AIM OF THE TASK: Return all lines of the data in which the string "linecap" occurs.

= Beginning of Section =

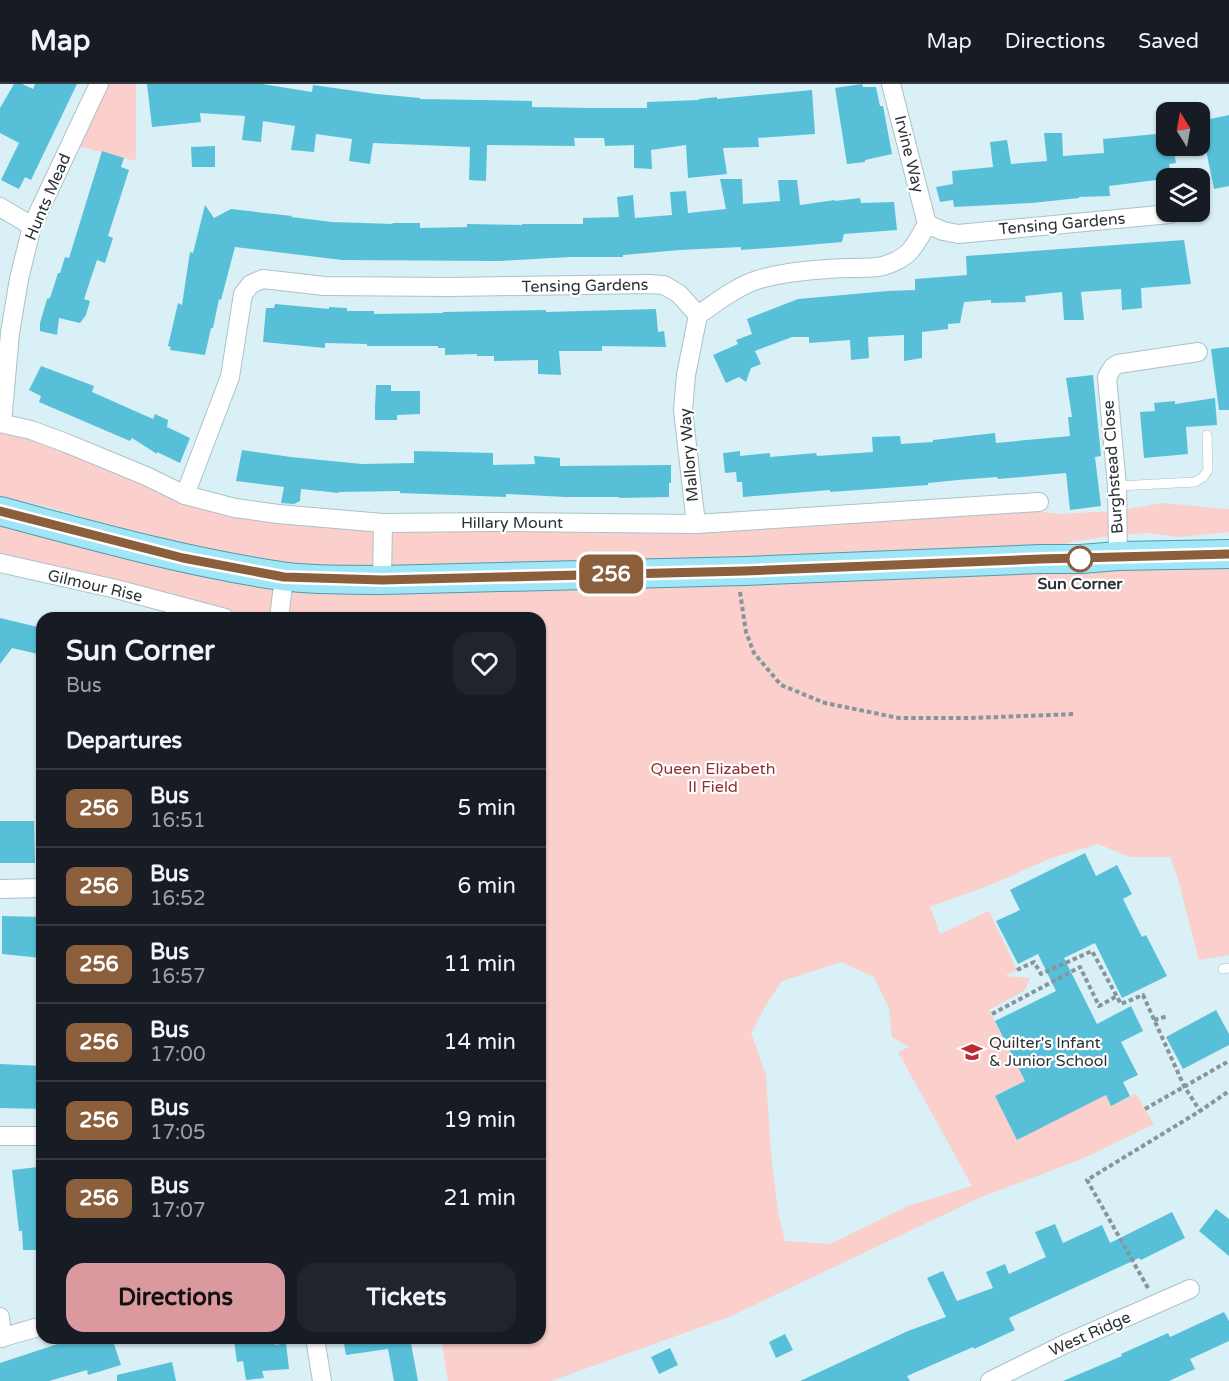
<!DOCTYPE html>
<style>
:root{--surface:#171b24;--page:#20242c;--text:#f1f3f6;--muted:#9ea1a6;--line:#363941;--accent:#d9999f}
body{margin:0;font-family:"Varela Round",sans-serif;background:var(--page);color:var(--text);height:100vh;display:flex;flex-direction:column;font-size:22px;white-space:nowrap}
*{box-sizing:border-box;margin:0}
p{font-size:20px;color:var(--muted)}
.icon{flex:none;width:33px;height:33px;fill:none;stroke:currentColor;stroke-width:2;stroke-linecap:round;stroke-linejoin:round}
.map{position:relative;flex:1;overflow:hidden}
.drawer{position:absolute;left:36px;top:528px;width:510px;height:732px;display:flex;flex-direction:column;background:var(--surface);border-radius:18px;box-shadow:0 2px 4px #0004}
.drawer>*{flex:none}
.badge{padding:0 12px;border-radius:9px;font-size:21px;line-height:39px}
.needle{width:39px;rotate:349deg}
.controls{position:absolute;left:1156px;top:18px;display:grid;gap:12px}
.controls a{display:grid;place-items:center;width:54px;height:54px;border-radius:12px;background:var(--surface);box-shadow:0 2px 4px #0004;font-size:30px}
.map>.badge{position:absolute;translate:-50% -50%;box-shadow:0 0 0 3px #fff}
h2{padding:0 30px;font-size:22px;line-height:54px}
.round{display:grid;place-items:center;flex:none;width:63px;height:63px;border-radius:18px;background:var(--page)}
.head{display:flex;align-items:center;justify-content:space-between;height:102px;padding:0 30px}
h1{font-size:28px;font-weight:800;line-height:45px}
.cta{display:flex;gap:12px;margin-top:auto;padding:12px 30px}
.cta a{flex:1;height:69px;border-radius:18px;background:var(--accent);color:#111;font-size:24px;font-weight:800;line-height:69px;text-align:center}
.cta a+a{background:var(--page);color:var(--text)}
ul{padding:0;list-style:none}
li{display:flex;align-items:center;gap:18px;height:78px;padding:0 30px;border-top:2px solid var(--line)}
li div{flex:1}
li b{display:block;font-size:22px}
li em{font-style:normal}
li .badge{min-width:66px;font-weight:700;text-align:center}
header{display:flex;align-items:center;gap:36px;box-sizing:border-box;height:84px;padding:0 30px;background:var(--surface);border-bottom:2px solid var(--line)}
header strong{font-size:28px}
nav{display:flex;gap:33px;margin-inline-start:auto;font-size:21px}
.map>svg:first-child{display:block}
.green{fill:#facfcc;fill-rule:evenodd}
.building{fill:#57c0d8}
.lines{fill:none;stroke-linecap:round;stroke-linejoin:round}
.lane-casing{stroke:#acc2c8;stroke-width:10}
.street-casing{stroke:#acc2c8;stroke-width:20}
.primary-casing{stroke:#4e9caf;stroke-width:30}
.path{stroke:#86969b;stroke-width:4;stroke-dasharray:4.5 3;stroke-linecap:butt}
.lane{stroke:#fff;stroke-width:9}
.street{stroke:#fff;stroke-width:18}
.primary{stroke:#a0e6f6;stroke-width:28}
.line-casing{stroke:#fff;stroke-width:14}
.line{stroke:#8b5e3c;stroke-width:9}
.stop-dot{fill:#fff;stroke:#8b5e3c;stroke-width:3}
.labels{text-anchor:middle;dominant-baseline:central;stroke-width:4.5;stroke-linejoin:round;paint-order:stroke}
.street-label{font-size:16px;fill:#2b3336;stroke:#fff}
.stop-label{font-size:16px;font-weight:bold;fill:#2b3336;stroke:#fff}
.park-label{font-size:16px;fill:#912f31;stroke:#fff}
.poi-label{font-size:16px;fill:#2b3336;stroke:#fff;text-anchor:start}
</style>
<header>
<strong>Map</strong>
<nav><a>Map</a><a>Directions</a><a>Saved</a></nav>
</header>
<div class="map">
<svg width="1229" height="1297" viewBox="0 0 1229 1297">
<rect width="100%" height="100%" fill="#d9f0f6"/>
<g class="green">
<path d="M 99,0 L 136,0 L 136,77 L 71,60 Z"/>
<path d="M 0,339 L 31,346 L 66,359 L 146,392 L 185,411 L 235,424 L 278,430 L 383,439 L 497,438 L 696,440 L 928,425 L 1009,424 L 1058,430 L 1117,427 L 1163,419 L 1225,425 L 1229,425 L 1229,448 L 1179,453 L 1147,449 L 1118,451 L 1071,458 L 1023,475 L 1081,475 L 1229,478 L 1229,871 L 1199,876 L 1177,792 L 1170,773 L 1130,773 L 1098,760 L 1051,774 L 995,799 L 930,823 L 940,850 L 989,827 L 1017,886 L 1005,892 L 1030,894 L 1025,906 L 989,926 L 1025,997 L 995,1012 L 1017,1055 L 1106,1011 L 1111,1021 L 1136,1010 L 1154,1040 L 1084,1074 L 979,1114 L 729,1233 L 551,1297 L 448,1297 L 441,1254 L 540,1254 L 540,534 L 225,534 L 116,505 L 0,479 L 0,427 L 183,474 L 284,493 L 382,496 L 698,488 L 625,476 L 468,480 L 382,485 L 289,483 L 223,471 L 147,453 L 49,423 L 0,412 ZM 841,878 L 874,893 L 889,924 L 892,953 L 909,963 L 898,968 L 972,1102 L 908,1122 L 830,1160 L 785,1157 L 778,1128 L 771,1070 L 766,991 L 751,949 L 766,921 L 782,897 Z"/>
</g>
<g class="building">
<path d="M 14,0 L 22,0 L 33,5 L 35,0 L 77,0 L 31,96 L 25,93 L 19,105 L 1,96 L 19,59 L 0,49 L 0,24 Z"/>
<path d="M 147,0 L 262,0 L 312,8 L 313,1 L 377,10 L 420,14 L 420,15 L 532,17 L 532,23 L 592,24 L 647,24 L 647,18 L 699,16 L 699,15 L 717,13 L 717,15 L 812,6 L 815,50 L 758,54 L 759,63 L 723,64 L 727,90 L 688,94 L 686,61 L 651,66 L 652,85 L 634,84 L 634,61 L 605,62 L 604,54 L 574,54 L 575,62 L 487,61 L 486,97 L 469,96 L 470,63 L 373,59 L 370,80 L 349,77 L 352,55 L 316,50 L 314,68 L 291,66 L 295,42 L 263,37 L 261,58 L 242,56 L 245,32 L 200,29 L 201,38 L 152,43 Z"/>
<path d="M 862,0 L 863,3 L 876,3 L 880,22 L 883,22 L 892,70 L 865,76 L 865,78 L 847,80 L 835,4 Z"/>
<path d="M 1229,31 L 1229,102 L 1214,105 L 1200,37 Z"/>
<path d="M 1044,49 L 1062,49 L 1063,72 L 1104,69 L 1103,55 L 1167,49 L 1167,62 L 1173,62 L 1176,79 L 1169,80 L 1172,94 L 1109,102 L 1110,112 L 1079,113 L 1079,114 L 1032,119 L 954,123 L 953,116 L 940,118 L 936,103 L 953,100 L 952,87 L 993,83 L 990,58 L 1007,56 L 1011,80 L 1047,77 Z"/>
<path d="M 215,62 L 215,83 L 192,83 L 191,63 Z"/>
<path d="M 102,67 L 124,74 L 121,83 L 129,86 L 108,152 L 113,154 L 105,179 L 97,176 L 84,215 L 90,217 L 86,231 L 80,239 L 59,234 L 57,251 L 40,247 L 40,239 L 47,215 L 50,214 L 58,189 L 60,189 L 65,173 L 69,174 Z"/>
<path d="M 720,95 L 742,95 L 743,120 L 780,117 L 778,96 L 797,96 L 800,121 L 835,116 L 835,117 L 860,114 L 861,119 L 894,118 L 897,146 L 844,150 L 842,158 L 796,162 L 741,166 L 741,163 L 680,166 L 623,171 L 623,173 L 570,173 L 499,177 L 342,176 L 235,163 L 221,216 L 219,215 L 213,244 L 211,244 L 205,271 L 170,266 L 171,263 L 168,262 L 178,219 L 182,221 L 190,168 L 193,169 L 205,121 L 214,134 L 231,125 L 292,132 L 291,133 L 332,138 L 393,140 L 392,139 L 420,139 L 420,144 L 467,143 L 467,140 L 522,141 L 522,140 L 583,140 L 583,134 L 619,133 L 617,113 L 633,111 L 635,134 L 672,131 L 670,108 L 686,107 L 688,129 L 726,125 Z"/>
<path d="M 1184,156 L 1191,200 L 1141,204 L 1142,224 L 1122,226 L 1121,205 L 1081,208 L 1084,236 L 1064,236 L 1062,208 L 1025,212 L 1026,218 L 991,219 L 991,216 L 964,218 L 960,239 L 948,240 L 948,245 L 922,248 L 922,274 L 904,277 L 904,251 L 868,253 L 869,274 L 851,276 L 850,256 L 809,259 L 809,253 L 792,253 L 755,267 L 761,280 L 751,284 L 746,298 L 739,293 L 726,299 L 713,271 L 738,260 L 736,256 L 752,250 L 747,235 L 798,215 L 888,207 L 915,206 L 915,195 L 967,191 L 966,172 Z"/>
<path d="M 275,220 L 329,225 L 329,223 L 347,224 L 347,227 L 374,227 L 374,230 L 443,229 L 443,228 L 546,226 L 546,228 L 656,225 L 658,248 L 664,247 L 666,263 L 602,262 L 602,267 L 559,267 L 561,291 L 538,290 L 538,276 L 494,277 L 494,272 L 477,272 L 477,270 L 445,271 L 445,264 L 438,264 L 438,262 L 367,262 L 367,260 L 325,259 L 325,264 L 263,258 L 266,224 L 274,224 Z"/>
<path d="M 1229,263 L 1229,326 L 1219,326 L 1211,265 Z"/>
<path d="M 41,282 L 94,302 L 92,308 L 153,335 L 155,330 L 168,336 L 167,343 L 190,354 L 180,379 L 157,368 L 157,370 L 132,354 L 130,357 L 39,318 L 41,312 L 29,306 Z"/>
<path d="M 1093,291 L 1101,372 L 1095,373 L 1101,422 L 1070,426 L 1066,389 L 998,395 L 997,393 L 958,396 L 928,399 L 928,401 L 830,408 L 830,406 L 743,413 L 742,398 L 737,398 L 736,388 L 725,389 L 723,369 L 740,367 L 740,372 L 770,369 L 770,373 L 816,369 L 817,372 L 873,368 L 872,353 L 900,352 L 901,360 L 933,358 L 933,356 L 995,349 L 996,359 L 1070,352 L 1068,333 L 1072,333 L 1066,294 Z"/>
<path d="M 376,301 L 391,301 L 391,307 L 420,307 L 420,330 L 397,331 L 397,336 L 375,336 L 375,323 Z"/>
<path d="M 1215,314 L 1217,341 L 1186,343 L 1188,370 L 1144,374 L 1140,328 L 1155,327 L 1154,319 L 1175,317 L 1175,320 Z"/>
<path d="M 242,366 L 291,373 L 362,380 L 414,379 L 414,367 L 493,369 L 493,381 L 535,380 L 534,372 L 560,374 L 560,382 L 671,381 L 671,399 L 669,399 L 669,413 L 619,414 L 619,413 L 565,413 L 506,410 L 506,413 L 400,409 L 400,407 L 339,408 L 339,409 L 301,405 L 300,417 L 294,420 L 281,419 L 284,403 L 236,397 Z"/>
<path d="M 0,534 L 42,544 L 42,571 L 12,564 L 0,580 Z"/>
<path d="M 0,737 L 34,737 L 35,779 L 0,779 Z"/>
<path d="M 1085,769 L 1096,792 L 1117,781 L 1132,810 L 1123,815 L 1142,853 L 1146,851 L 1167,892 L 1122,914 L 1095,859 L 1064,874 L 1097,940 L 1131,922 L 1143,947 L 1121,958 L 1138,991 L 1123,998 L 1130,1012 L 1111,1022 L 1106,1011 L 1017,1056 L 995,1012 L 1025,997 L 995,937 L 1056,907 L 1038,870 L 1018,880 L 996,837 L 1020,826 L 1010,806 Z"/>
<path d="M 2,832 L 42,833 L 42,874 L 2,870 Z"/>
<path d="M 1216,926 L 1229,950 L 1229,961 L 1183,985 L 1166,953 Z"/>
<path d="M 0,980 L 42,982 L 42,1025 L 0,1024 Z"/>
<path d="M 38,1083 L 38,1084 L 42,1084 L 42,1151 L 41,1151 L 40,1166 L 23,1166 L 22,1147 L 19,1147 L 12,1086 Z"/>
<path d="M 1216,1125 L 1229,1135 L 1229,1172 L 1199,1147 Z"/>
<path d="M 1172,1128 L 1185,1154 L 1141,1176 L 1139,1174 L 1009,1234 L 1015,1246 L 974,1265 L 973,1263 L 907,1292 L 910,1297 L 800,1297 L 908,1247 L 946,1233 L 927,1194 L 943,1187 L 957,1217 L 993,1204 L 986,1188 L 1005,1180 L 1009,1190 L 1046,1173 L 1035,1148 L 1055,1140 L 1063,1159 L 1102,1141 L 1110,1159 Z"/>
<path d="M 1224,1228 L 1229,1237 L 1229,1257 L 1190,1275 L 1195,1285 L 1169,1297 L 1063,1297 L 1122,1272 L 1121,1270 L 1168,1249 L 1170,1253 Z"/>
<path d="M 785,1250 L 793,1266 L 776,1274 L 769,1258 Z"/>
<path d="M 76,1254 L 112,1254 L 121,1281 L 88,1291 L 87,1286 L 49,1297 L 0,1297 L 0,1279 Z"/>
<path d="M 243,1254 L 274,1254 L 275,1261 L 286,1259 L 289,1285 L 262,1287 L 264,1294 L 246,1296 L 243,1277 L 237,1278 L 234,1257 L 243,1256 Z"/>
<path d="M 343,1254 L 410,1254 L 418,1297 L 394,1297 L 388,1265 L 346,1271 Z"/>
<path d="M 670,1264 L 678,1281 L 659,1290 L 651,1273 Z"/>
<path d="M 172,1278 L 176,1297 L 117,1297 L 117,1291 Z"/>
</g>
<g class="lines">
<g class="lane-casing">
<g id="lane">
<path d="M 1117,402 L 1195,398 L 1203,393 L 1208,386 L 1207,351"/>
<path d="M 1223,885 L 1229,884"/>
</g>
</g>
<g class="street-casing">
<g id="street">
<path d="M 891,0 L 927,140"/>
<path d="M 0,123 L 32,142"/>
<path d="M 0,339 L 31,346 L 66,359 L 146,392 L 185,411 L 235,424 L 278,430 L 383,439 L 497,438 L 696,440 L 1039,418"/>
<path d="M 2,339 L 10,249 L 19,195 L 32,142 L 99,0"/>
<path d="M 185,411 L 230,293 L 243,210 L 251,200 L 263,195 L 324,202 L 450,203 L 649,200 L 664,201 L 679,210 L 698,231 C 717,218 736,203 757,196 C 785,187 820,185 849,184 C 858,184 868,184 877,183 C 887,182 903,175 910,167 C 917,159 922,149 927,140 L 943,147 L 958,150 L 1170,130"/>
<path d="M 696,440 L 683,326 L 686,291 L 698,231"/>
<path d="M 1118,472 L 1117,402 L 1107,293 L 1113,283 L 1118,280 L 1198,268"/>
<path d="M 0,479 L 116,505 L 225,534"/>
<path d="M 382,496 L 383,439"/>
<path d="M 279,534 L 284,493"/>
<path d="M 0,805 L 42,804"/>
<path d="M 0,1052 L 42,1052"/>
<path d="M 0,1233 L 2,1254"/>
<path d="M 0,1254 L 42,1242"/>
<path d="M 315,1254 L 322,1297"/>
<path d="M 990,1297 L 1065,1260 L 1190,1205"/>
</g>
</g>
<g class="primary-casing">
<path id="primary" d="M 0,427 C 93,452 186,478 281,492 C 314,497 349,495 382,496 L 745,487 L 1040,475 L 1081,475 L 1118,472 L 1229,470"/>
</g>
<g class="path">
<path d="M 740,508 L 746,548 L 754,569 L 781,601 L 825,619 L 899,634 L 971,634 L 1076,630"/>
<path d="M 1017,886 L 1034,878 L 1041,890 L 1092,867 L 1121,920 L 1143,911 L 1184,1002 L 1200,1027"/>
<path d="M 992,930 L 1080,883 L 1099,922 L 1117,912"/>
<path d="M 1154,936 L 1168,932"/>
<path d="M 1145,1025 L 1229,977"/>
<path d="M 1148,1204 L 1087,1096 L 1200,1027 L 1229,1007"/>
</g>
<use href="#lane" class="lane"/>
<use href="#street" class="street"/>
<use href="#primary" class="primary"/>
</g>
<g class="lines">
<g class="line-casing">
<path id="line" d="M 0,427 L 183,474 L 284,493 L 382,496 L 745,487 L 1040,475 L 1229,470"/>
</g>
<use href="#line" class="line"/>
</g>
<defs>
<g id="school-bare" transform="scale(1.62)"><path d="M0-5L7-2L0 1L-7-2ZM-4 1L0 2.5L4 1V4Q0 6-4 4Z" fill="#bc2c35" stroke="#fff" stroke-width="2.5" paint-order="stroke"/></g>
</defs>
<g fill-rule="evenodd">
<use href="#school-bare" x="972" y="968"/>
</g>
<circle class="stop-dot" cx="1080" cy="475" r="12"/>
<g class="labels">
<g class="street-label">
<text transform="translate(909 70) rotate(76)">Irvine Way</text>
<text transform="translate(48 113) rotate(-67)">Hunts Mead</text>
<text transform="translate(1062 140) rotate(-5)">Tensing Gardens</text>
<text transform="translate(585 202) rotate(-1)">Tensing Gardens</text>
<text transform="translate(689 371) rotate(-95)">Mallory Way</text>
<text transform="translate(1113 383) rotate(-94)">Burghstead Close</text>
<text x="512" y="439">Hillary Mount</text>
<text transform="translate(95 502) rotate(13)">Gilmour Rise</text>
<text transform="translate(1090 1250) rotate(-24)">West Ridge</text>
</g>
<g class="stop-label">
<text x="1080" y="500">Sun Corner</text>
</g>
<g class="park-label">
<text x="713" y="685">Queen Elizabeth<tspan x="713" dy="18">II Field</tspan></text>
</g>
<g class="poi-label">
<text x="989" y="959">Quilter's Infant<tspan x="989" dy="18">&amp; Junior School</tspan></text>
</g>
</g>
</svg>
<div class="controls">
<a><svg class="needle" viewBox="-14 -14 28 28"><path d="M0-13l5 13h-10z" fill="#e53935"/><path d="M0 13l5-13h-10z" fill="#9ea1a6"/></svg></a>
<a><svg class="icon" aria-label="layers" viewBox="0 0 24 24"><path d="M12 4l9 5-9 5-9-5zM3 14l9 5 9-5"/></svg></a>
</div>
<b class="badge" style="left:611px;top:490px;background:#8b5e3c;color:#fff">256</b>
<section class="drawer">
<div class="head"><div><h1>Sun Corner</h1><p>Bus</p></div><a class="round"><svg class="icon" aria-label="heart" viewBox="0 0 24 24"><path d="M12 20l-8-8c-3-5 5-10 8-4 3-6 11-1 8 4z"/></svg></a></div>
<h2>Departures</h2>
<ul>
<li><span class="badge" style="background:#8b5e3c;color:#fff">256</span><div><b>Bus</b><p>16:51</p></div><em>5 min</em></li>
<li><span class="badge" style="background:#8b5e3c;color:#fff">256</span><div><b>Bus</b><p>16:52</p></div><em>6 min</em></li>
<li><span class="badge" style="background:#8b5e3c;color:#fff">256</span><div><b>Bus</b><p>16:57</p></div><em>11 min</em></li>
<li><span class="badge" style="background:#8b5e3c;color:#fff">256</span><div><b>Bus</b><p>17:00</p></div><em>14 min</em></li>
<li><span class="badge" style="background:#8b5e3c;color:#fff">256</span><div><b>Bus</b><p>17:05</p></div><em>19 min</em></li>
<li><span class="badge" style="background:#8b5e3c;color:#fff">256</span><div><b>Bus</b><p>17:07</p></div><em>21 min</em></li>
</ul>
<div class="cta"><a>Directions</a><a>Tickets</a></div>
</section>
</div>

= End of Section =

SOLUTION:
.icon{flex:none;width:33px;height:33px;fill:none;stroke:currentColor;stroke-width:2;stroke-linecap:round;stroke-linejoin:round}
.lines{fill:none;stroke-linecap:round;stroke-linejoin:round}
.path{stroke:#86969b;stroke-width:4;stroke-dasharray:4.5 3;stroke-linecap:butt}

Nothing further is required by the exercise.